日本語の乱れって

 言葉は商売道具のひとつなので、読んだり聞いたりしたものに対して割と敏感に反応してしまう。といっても、昨今よく話題になる、「日本語の乱れ」についてはそんなに気にならない。正直に言って、(その言葉を使っている本人以外の人間が)そんなに目をつりあげなきゃいけないほどの問題なのかな、と思う。「一万円からお預かりします」だって、「預かった一万円から代金分をいただきます」の変形なんだから(ほんとか)いいと思うし、「ポテトのほうはよろしかったですか」だって別にいいじゃん、と思ってしまう(ただ、自分だったら使わないけれど)。それよりも気になるのは、特定の組織で当たり前のように使われている言葉(で、聞いたこちらが?となってしまうもの)。昨日、出張先の駅でのアナウンス。「**時**発普通電車**ゆき、りくはしをお渡りになり*番ホームでお待ちください」。リクハシ? 陸橋(りっきょう)のことだよねえ。僕はてっきり「陸橋」も誤りで、「跨線橋」だと思っていたのだけれど、新明解国語辞典で「陸橋」を引くと「道路・鉄道線路の上などに架けた橋」とあるので陸橋で正しいとのこと。
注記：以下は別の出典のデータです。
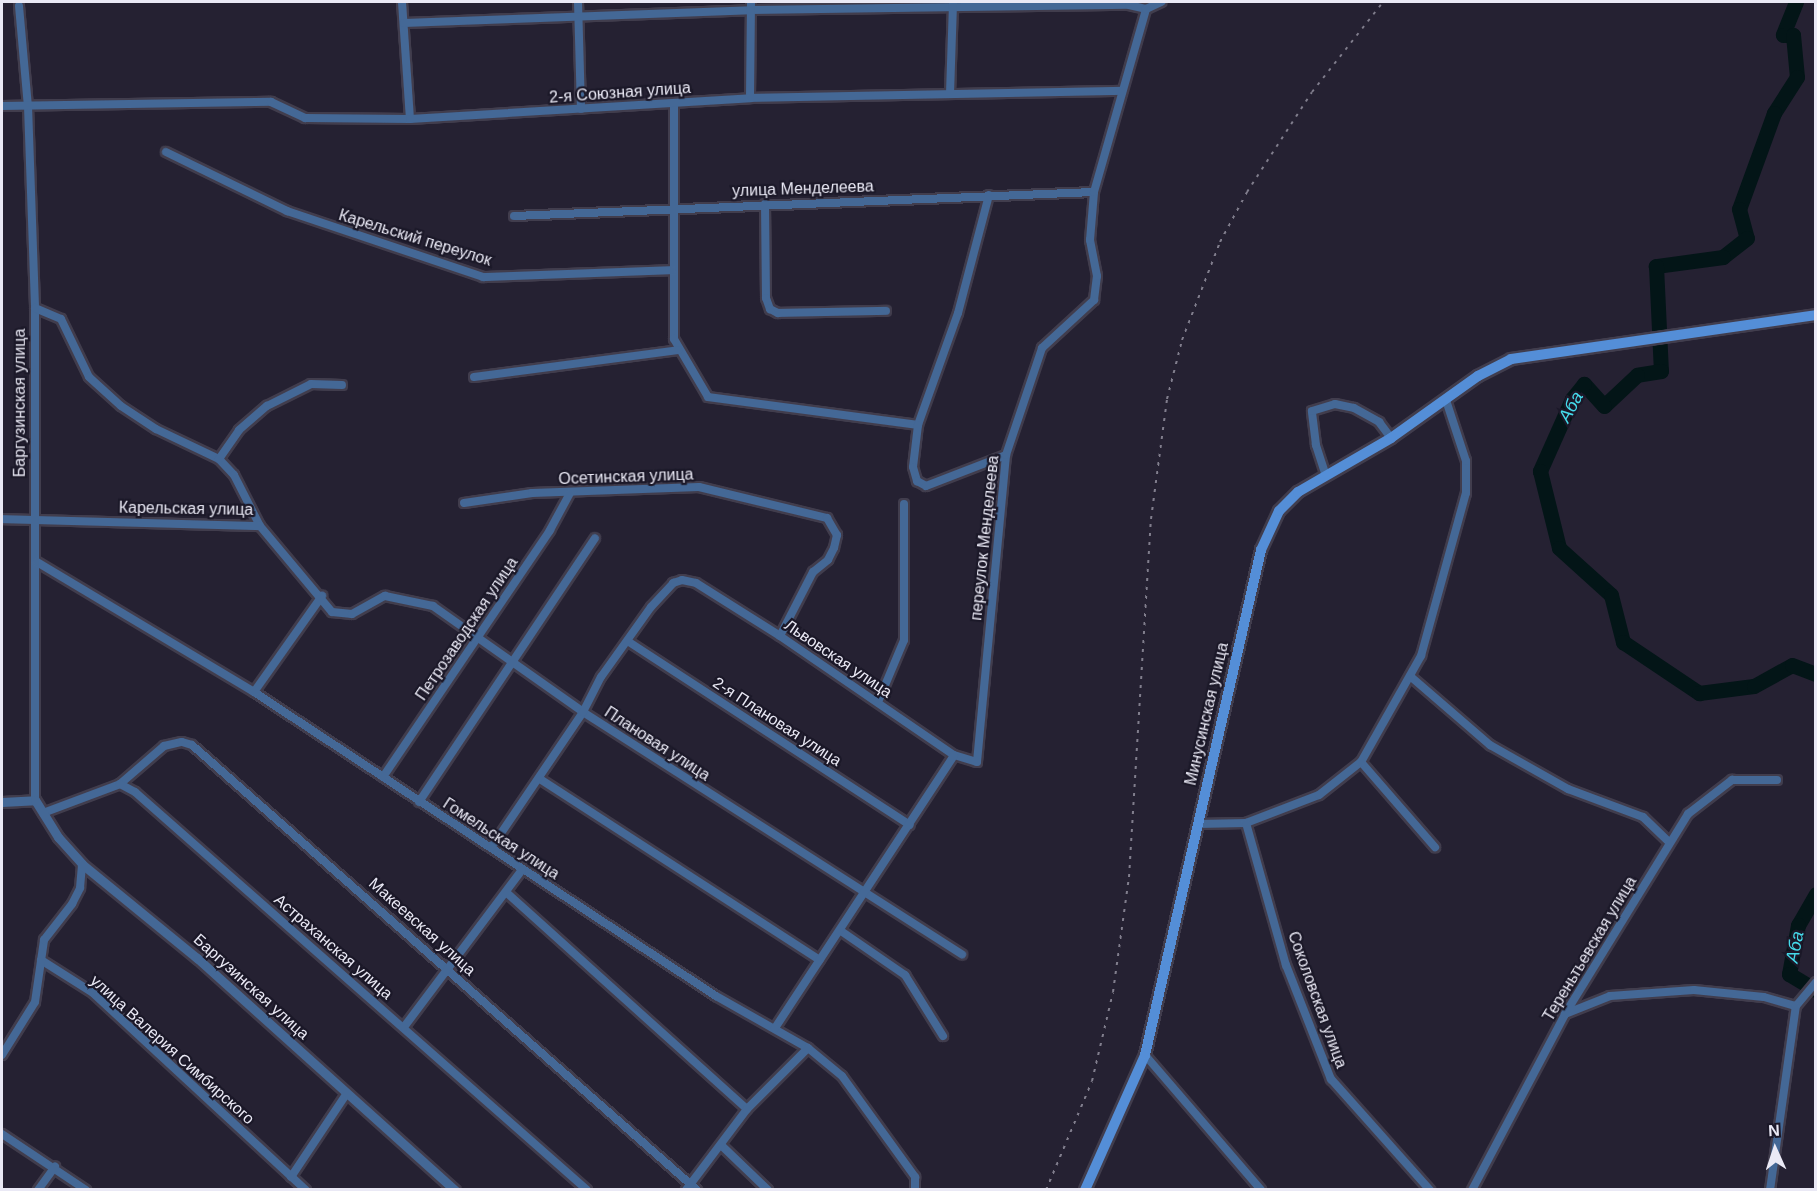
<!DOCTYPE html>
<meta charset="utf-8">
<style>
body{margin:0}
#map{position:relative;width:1817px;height:1191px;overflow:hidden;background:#252132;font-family:Helvetica,sans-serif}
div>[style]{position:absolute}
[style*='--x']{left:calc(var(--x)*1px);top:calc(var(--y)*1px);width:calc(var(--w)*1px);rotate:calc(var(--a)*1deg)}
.river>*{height:15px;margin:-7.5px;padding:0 7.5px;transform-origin:7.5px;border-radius:7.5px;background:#031517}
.roads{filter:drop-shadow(2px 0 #413d4d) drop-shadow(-2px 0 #413d4d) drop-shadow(0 2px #413d4d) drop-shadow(0 -2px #413d4d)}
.minor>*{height:8px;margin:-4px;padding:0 4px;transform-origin:4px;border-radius:4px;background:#446896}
.tertiary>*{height:9px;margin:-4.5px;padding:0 4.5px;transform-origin:4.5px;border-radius:4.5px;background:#446896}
.secondary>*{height:10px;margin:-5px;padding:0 5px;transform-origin:5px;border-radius:5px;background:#548ed7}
.rail>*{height:2px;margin-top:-1px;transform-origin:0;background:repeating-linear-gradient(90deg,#817e8d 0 3px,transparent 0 9px)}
span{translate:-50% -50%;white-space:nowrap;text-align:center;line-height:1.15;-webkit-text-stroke:4.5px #1b1828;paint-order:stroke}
.street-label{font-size:16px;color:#eae9f5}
.water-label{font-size:18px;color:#45dbeb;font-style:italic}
.frame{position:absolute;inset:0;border:3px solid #eae9f5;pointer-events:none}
.north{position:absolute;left:1745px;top:1119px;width:60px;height:60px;-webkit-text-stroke:4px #1b1828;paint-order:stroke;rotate:357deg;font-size:16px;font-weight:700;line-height:24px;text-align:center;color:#eae9f5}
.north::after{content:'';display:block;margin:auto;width:21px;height:27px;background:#eae9f5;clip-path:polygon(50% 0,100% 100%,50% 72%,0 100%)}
</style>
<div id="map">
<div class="river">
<i style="--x:1796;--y:2;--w:35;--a:112"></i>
<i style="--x:1783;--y:35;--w:10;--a:0"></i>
<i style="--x:1793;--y:35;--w:42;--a:84.6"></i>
<i style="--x:1797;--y:77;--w:43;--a:122.6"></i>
<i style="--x:1774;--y:113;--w:102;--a:110"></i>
<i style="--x:1739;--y:209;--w:30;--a:75"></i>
<i style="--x:1747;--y:238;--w:31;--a:142"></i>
<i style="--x:1723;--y:257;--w:68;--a:172.3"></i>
<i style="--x:1656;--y:266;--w:105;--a:87.3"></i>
<i style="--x:1661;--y:371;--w:24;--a:171"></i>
<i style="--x:1637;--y:375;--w:45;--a:136.8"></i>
<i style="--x:1604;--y:406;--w:30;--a:-132"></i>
<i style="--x:1584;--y:384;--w:19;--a:129"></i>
<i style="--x:1572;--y:399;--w:79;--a:114"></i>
<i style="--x:1540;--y:471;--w:79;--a:76.1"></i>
<i style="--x:1559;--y:548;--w:70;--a:42.1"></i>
<i style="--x:1611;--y:595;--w:49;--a:75.7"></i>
<i style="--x:1623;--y:642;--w:92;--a:33.9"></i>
<i style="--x:1699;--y:693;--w:55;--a:-7.3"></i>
<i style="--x:1754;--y:686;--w:43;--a:-28.9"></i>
<i style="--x:1792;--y:665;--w:26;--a:21"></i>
<i style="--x:1816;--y:894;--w:36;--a:120"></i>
<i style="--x:1798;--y:925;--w:50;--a:100.4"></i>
<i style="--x:1789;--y:974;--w:31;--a:31"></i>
</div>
<div class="roads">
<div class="minor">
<i style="--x:402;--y:2;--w:117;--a:86.1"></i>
<i style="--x:578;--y:2;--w:107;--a:88.4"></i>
<i style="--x:19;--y:6;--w:100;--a:84.9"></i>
<i style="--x:28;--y:106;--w:202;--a:88"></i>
<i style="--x:35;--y:308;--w:492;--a:90"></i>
<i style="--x:404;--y:23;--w:347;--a:-2.1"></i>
<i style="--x:751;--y:10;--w:378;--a:-0.8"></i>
<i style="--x:1129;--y:5;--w:17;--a:13"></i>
<i style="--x:950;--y:94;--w:92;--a:-88.1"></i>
<i style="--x:750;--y:98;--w:96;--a:-89.4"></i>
<i style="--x:674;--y:104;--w:235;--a:90"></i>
<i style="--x:674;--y:339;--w:67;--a:59.6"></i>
<i style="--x:708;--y:397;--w:212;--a:7.6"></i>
<i style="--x:2;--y:106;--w:269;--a:-0.9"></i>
<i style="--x:271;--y:102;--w:38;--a:25"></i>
<i style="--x:305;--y:118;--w:105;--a:0.5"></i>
<i style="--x:410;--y:119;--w:341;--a:-3.5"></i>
<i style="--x:750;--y:98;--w:372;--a:-1.1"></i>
<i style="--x:166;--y:152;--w:135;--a:26"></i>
<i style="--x:287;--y:211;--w:207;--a:18.6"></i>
<i style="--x:483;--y:277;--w:189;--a:-2.1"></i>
<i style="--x:989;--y:195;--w:122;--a:104.7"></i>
<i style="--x:958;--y:313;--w:119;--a:109.7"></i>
<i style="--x:918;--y:425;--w:42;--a:96.8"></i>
<i style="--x:913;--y:467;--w:15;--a:74"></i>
<i style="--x:917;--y:481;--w:10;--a:29"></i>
<i style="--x:926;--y:486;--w:86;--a:-21.2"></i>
<i style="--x:765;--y:204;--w:94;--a:89.4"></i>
<i style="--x:766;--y:298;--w:12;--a:70"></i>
<i style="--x:770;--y:309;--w:9;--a:27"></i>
<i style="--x:778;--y:313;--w:108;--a:-1.1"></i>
<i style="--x:514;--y:216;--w:580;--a:-2.37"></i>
<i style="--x:35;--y:308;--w:28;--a:23"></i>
<i style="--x:61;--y:319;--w:64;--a:64.2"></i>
<i style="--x:89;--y:377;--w:43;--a:42.2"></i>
<i style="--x:121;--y:406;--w:42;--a:33.3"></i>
<i style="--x:156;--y:429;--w:70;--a:25.5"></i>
<i style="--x:219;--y:459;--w:22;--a:47"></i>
<i style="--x:234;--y:475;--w:57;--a:63"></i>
<i style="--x:260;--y:526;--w:112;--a:50.1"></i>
<i style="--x:332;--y:612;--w:20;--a:6"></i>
<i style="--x:352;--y:614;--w:38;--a:-29"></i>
<i style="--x:385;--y:596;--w:49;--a:11.8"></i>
<i style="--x:433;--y:606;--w:184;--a:35.2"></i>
<i style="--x:583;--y:712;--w:450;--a:32.6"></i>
<i style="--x:474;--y:377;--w:206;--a:-7.5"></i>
<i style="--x:219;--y:459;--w:35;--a:-55"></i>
<i style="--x:239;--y:430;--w:37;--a:-41"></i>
<i style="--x:267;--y:406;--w:49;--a:-26.6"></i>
<i style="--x:311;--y:384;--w:31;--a:2"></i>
<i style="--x:1326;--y:476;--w:33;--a:-108"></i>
<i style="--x:1316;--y:445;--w:34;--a:-97"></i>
<i style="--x:1312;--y:411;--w:24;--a:-17"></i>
<i style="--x:1335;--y:404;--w:19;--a:12"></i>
<i style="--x:1354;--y:408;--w:29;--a:29"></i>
<i style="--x:1379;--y:422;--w:20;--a:53"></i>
<i style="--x:464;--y:503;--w:69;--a:-8.4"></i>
<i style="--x:532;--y:493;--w:167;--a:-2.1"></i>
<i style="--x:699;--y:487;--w:132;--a:13.6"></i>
<i style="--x:827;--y:518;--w:20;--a:60"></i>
<i style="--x:837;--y:535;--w:13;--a:103"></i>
<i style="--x:834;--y:548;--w:13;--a:117"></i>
<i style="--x:828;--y:560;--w:19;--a:141"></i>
<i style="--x:813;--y:572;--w:72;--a:117.3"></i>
<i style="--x:2;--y:519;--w:258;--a:1.6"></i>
<i style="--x:37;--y:562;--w:253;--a:30.9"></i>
<i style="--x:254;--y:692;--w:553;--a:33.35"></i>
<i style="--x:716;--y:996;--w:106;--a:29.5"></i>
<i style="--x:808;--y:1048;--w:44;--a:39.5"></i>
<i style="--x:842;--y:1076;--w:125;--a:54.1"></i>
<i style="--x:915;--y:1177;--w:13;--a:90"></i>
<i style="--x:629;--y:642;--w:335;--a:33.1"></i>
<i style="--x:1410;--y:676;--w:106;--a:40.8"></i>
<i style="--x:1490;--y:745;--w:90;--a:29.4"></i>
<i style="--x:1568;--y:789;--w:80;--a:20.5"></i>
<i style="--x:1643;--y:817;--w:37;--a:44"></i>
<i style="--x:254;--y:692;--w:118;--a:-54.7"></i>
<i style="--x:878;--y:702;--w:67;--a:-67.2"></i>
<i style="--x:904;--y:640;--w:136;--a:-90"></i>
<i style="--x:1361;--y:762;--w:113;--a:49"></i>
<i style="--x:383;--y:777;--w:298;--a:-55.9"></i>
<i style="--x:550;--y:530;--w:42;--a:-61.6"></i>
<i style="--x:540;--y:779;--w:333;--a:32.9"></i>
<i style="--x:120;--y:784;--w:58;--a:-40.8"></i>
<i style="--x:164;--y:746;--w:18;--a:-13"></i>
<i style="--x:182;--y:742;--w:10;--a:17"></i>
<i style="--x:192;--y:745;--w:673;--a:41.39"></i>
<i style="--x:419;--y:802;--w:317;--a:-56.3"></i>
<i style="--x:43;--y:813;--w:82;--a:-20.6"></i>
<i style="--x:120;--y:784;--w:17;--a:28"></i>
<i style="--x:135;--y:792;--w:602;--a:41.36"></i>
<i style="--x:1246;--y:823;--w:78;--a:-21"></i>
<i style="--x:1319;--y:795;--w:53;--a:-38.2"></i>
<i style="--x:1361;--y:762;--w:122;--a:-60.5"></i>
<i style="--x:1421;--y:656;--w:169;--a:-74.6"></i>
<i style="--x:1466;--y:493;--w:32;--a:-90"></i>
<i style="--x:1466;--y:461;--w:64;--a:-108.2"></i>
<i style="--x:1198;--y:824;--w:48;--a:-1.2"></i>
<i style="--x:1246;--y:823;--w:148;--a:74.3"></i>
<i style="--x:1286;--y:965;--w:123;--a:68.5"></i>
<i style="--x:1331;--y:1079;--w:149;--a:48.3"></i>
<i style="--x:491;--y:848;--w:164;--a:-55.9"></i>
<i style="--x:583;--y:712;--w:39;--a:-63"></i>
<i style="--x:601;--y:677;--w:86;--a:-54.5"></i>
<i style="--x:651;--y:607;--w:33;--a:-47"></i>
<i style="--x:673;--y:583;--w:9;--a:-18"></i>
<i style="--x:682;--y:580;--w:14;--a:12"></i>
<i style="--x:696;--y:583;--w:99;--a:32.2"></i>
<i style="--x:780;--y:636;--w:211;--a:34.4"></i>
<i style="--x:954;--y:755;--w:24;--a:17"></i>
<i style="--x:977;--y:762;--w:308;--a:-84.6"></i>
<i style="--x:1006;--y:455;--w:113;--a:-71.4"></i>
<i style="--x:1042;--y:348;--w:71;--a:-42.7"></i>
<i style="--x:1094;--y:300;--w:24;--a:-83"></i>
<i style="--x:1097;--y:276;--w:37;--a:-101"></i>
<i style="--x:1090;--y:240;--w:48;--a:-85.2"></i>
<i style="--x:1094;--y:192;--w:190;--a:-74.1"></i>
<i style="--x:1146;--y:9;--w:17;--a:-25"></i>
<i style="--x:507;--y:893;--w:323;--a:42"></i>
<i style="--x:841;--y:931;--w:78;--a:34.5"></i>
<i style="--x:905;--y:975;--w:72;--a:58.1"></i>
<i style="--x:41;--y:960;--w:62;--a:32.4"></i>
<i style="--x:93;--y:993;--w:290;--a:42.8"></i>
<i style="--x:1565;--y:1014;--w:48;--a:-21.8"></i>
<i style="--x:1610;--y:996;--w:84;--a:-4.1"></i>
<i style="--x:1694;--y:990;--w:70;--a:5.7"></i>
<i style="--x:1764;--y:997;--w:33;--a:16"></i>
<i style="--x:1796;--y:1006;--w:31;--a:-50"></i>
<i style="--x:404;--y:1027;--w:196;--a:-53.1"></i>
<i style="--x:775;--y:1028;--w:326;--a:-56.7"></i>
<i style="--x:2;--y:1055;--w:62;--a:-58.1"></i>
<i style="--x:35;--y:1002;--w:63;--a:-81.7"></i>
<i style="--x:44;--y:940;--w:46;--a:-52.1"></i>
<i style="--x:72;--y:904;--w:18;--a:-63"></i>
<i style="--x:80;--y:888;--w:24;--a:-85"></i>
<i style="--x:1145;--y:1055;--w:178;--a:49.3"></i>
<i style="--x:2;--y:1134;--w:101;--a:33.7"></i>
<i style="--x:721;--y:1145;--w:65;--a:43.8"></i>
<i style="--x:291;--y:1177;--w:101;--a:-56.3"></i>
<i style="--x:38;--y:1190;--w:29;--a:-54"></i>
<i style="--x:686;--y:1190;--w:101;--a:-53"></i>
<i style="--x:747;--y:1109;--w:86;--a:-45"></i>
<i style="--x:1472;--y:1190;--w:199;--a:-62.1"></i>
<i style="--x:1565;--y:1014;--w:235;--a:-58.4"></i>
<i style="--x:1688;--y:814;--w:56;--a:-37.7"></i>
<i style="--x:1732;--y:780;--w:45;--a:0"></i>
<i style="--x:1770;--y:1190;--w:186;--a:-82"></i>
</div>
<div class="tertiary">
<i style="--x:2;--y:802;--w:33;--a:-3"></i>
<i style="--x:35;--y:800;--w:44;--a:58.1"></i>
<i style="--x:58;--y:837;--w:36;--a:48"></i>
<i style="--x:82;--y:864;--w:149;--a:39.3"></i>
<i style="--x:197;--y:958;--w:347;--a:42"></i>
</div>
<div class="secondary">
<i style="--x:1085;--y:1190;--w:148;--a:-66"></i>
<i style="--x:1145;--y:1055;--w:518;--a:-77.06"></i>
<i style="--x:1261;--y:550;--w:43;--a:-65.2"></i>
<i style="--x:1279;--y:511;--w:27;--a:-45"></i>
<i style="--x:1298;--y:492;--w:108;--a:-30.1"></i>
<i style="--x:1391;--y:438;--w:107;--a:-35.5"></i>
<i style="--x:1478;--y:376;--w:37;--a:-27"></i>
<i style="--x:1511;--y:359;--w:308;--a:-8.2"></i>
</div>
</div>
<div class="rail">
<i style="--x:1046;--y:1190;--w:118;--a:-67.1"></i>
<i style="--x:1092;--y:1081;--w:91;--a:-76.7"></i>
<i style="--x:1113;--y:992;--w:116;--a:-82.1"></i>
<i style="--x:1129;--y:877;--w:359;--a:-86.5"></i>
<i style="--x:1151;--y:519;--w:121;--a:-82.4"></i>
<i style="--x:1167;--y:399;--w:61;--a:-75.7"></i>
<i style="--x:1182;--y:340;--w:105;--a:-68.8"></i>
<i style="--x:1220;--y:242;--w:57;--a:-61.6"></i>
<i style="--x:1247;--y:192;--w:119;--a:-57"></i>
<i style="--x:1312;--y:92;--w:115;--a:-51.7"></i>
</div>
<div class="street-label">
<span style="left:620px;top:93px;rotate:-4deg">2-я Союзная улица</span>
<span style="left:803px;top:189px;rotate:-2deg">улица Менделеева</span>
<span style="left:415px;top:238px;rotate:17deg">Карельский переулок</span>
<span style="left:20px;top:403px;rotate:-90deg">Баргузинская улица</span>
<span style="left:626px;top:477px;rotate:-2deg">Осетинская улица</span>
<span style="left:186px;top:509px;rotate:1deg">Карельская улица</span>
<span style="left:985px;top:538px;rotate:-84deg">переулок Менделеева</span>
<span style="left:467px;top:629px;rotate:-56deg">Петрозаводская улица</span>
<span style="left:838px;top:659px;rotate:34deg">Львовская улица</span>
<span style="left:1207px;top:714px;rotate:-77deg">Минусинская улица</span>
<span style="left:777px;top:722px;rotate:33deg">2-я Плановая улица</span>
<span style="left:657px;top:744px;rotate:33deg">Плановая улица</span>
<span style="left:501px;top:839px;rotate:33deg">Гомельская улица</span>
<span style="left:422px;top:927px;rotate:42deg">Макеевская улица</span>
<span style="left:333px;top:947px;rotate:41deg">Астраханская улица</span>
<span style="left:1590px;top:949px;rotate:-59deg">Тереньтьевская улица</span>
<span style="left:251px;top:987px;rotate:42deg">Баргузинская улица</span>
<span style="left:1317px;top:1000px;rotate:70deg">Соколовская улица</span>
<span style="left:172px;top:1050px;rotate:42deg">улица Валерия Симбирского</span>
</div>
<div class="water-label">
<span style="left:1571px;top:407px;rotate:-61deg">Аба</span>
<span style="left:1795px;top:947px;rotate:-79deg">Аба</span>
</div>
<div class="frame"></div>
<div class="north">N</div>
</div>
疑ってごめんなさい。とにかく、「りくはし」はおかしい。何でわざわざこんな読み方をするのだろう。それから、これも昨日。こんなアナウンスを耳にした。「普通電車**ゆき、*番ホームでお待ち合わせください」。お待ち合わせ? *番ホームでお待ちください、じゃなくって、「お待ち合わせください」なの? 待ち合わせ(ランデ・ヴーとルビを振っていただいてもかまいません)。大辞林によると(ついでに言うと、こういうときに「広辞苑によると、・・・」と『広辞苑』の定義を載せるひとが結構いるけれども、創造力なさすぎだ。昨日のダイアリーで触れた戸田山和久さんに『論文の教室』というこれまた面白い本があるのだけれど、この本で悪い論文のイントロの例として、「広辞苑によると・・・」で始まるものが挙げられていたのを思い出した。いまその本が手元になく、正確な記述ではないので、気になる方はちゃんと原典をご確認ください)、「あらかじめ会う場所と時間を打ち合わせておいて、そこで会うようにする」とある。僕は別に電車さんに会いに来たわけじゃなくって(鉄道ファンが電車の写真を撮りに来たのならこの表現でもいいと思うけれども)、電車という手段を使ってどこか遠くへ(別に近くでもいいんですけど)行きたいだけなのだから、「待ち合わせ」は使ってほしくない。それから、電車に乗っているときによく耳にする車掌さんのこんなアナウンス、「**ゆきは*分のお待ち合わせ、*時*発です」。これだって、「**ゆきは*時*発、*分お待ちください」でいいじゃんねえ。「*分のお待ち合わせ」のほうが読むとリズムがいいから、こちらを使うというのは若干の同情の余地があるけれども。僕は鉄道で使われる「お待ち合わせ」には違和感を覚えるけれど、大辞林には「三分の待ち合わせで東京行きが出る」という用例が載っているので、間違った利用法だというわけではないということをつけくわえておきます。それから、乗り物関係は本当にこの手のネタがつきないのだけれど(といいつつこれで尽きた)、福岡空港のアナウンス。2年ほど前だったと思うのだけれど、第1ターミナルで飛行機を待っていたとき、「エアーニッポン**便**ゆきはただいま出発の準備をとりおこなっておりますので、機内へのご案内時刻は・・・」。とりおこなう? 卒業式じゃあるめえし。とりおこなうは漢字で書くと「執り行う」。式典や祭礼の実施のときに使う言葉であって、飛行機の出発準備に使うのは変だ。ただ、「出発の準備をおこなっておりますので(あるいは、出発の準備をしておりますので)」で十分なのに、なんで「とりおこなう」になったのか。これは興味をそそられるリサーチ・クエスチョンであります。なんてね。日本語の乱れよりも、ちゃんとした場面で真面目な顔して使われるおかしな表現のほうが気になる今日この頃でありました(最後に。「今日この頃」で文章をしめるというのもおかしい。そのほか、「・・・なのはわたしだけだろうか(いや、わたしだけではあるまい)」、「・・・なのはいかがなものか」、いわゆる乱れた日本語を使うひとよりも、したり顔で紋切り型の表現を使うひとの方が嫌だ。こういう表現を使うやつに日本語の乱れを批判する資格はないと思うぞ)。以上、門外漢ながら述べさせていただきました(じゃ述べるなよ。この言い訳的表現も嫌だ)。乱文お許しください(んじゃ推敲しろよ。これを使うひとも嫌だ)。自らを戒めるために。